I can't seem to get the non-greedy regex to work.
ABCD,E《F》、《GH》、《XYIJ》、《KL》、《MN》。
《.+?IJ》
Because .+? is a non-greedy input, I was expecting the search to confine to the nearest 《》 pair, as shown below.
The present output is no different from searching this:
《.+IJ》
Which essentially makes the non-greedy code redundant.
How should we get the non-greedy function to work as expected?
The problem is not about using non-greedy matching. It is about which chars you're matching. Specifically, you want to match 《 followed by any number of non-《 chars, followed by IJ》.
This is a regexp that finds that: 《[^《]+IJ》.
This is a typical operation, for searching text that has paired delimiters.
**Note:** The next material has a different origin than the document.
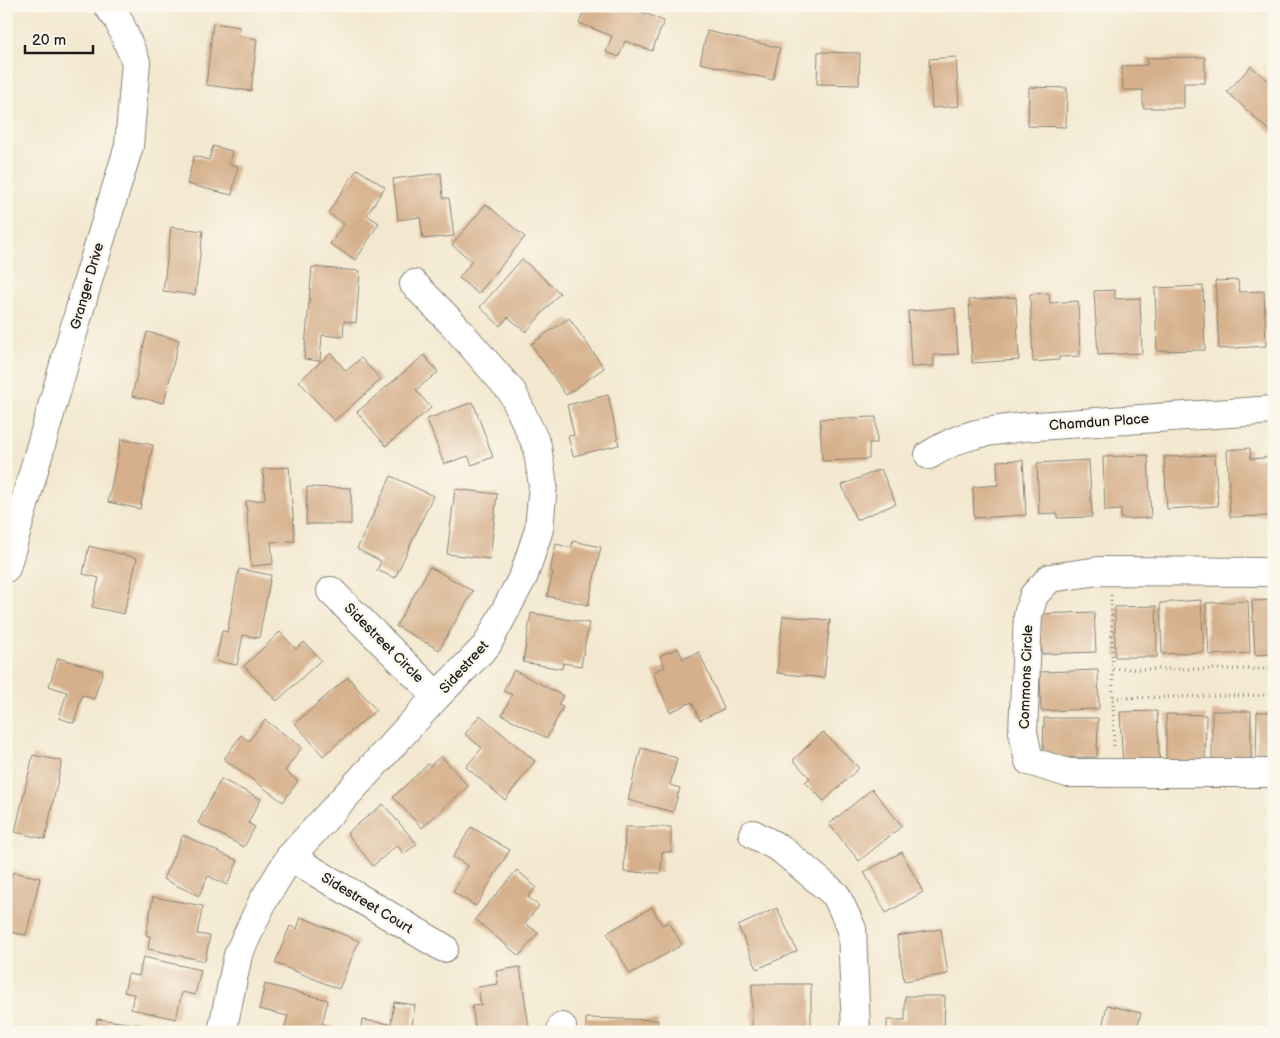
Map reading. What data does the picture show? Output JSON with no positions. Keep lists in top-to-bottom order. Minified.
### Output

For example, you do the same thing when searching for a string: "[^"]*".
Or if you also want to deal with char escaping,
"\([^"]\|\\\(.\|\n\)\)*".
That matches either any char other than " ([^"]), or (\|) a backslash (\\) followed by any character. The "any character" part is (\(.\|\n\), that is, either any char except newline (.) or a newline char (\n). The final * says match zero or more such things.
(And don't forget that if you use a regexp in a Lisp string you need to double the backslashes - not shown here. See Syntax for Strings.)
I will give the same answer as @Drew, but phrased a little differently.
Your expression 《.+IJ》will match the first 《, then will match the minimum number of characters (because of the ?) until the IJ》 sequence.
You cannot use the "non-greediness" of the ? to un-match the first matching 《 in order to find a later one.
An expression you can use to do what you want is what Drew said:
《[^《]+IJ》
This will match a 《, then at least one non-《 character, then IJ, then the closing 》. For this problem, you don't need a non-greedy modifier.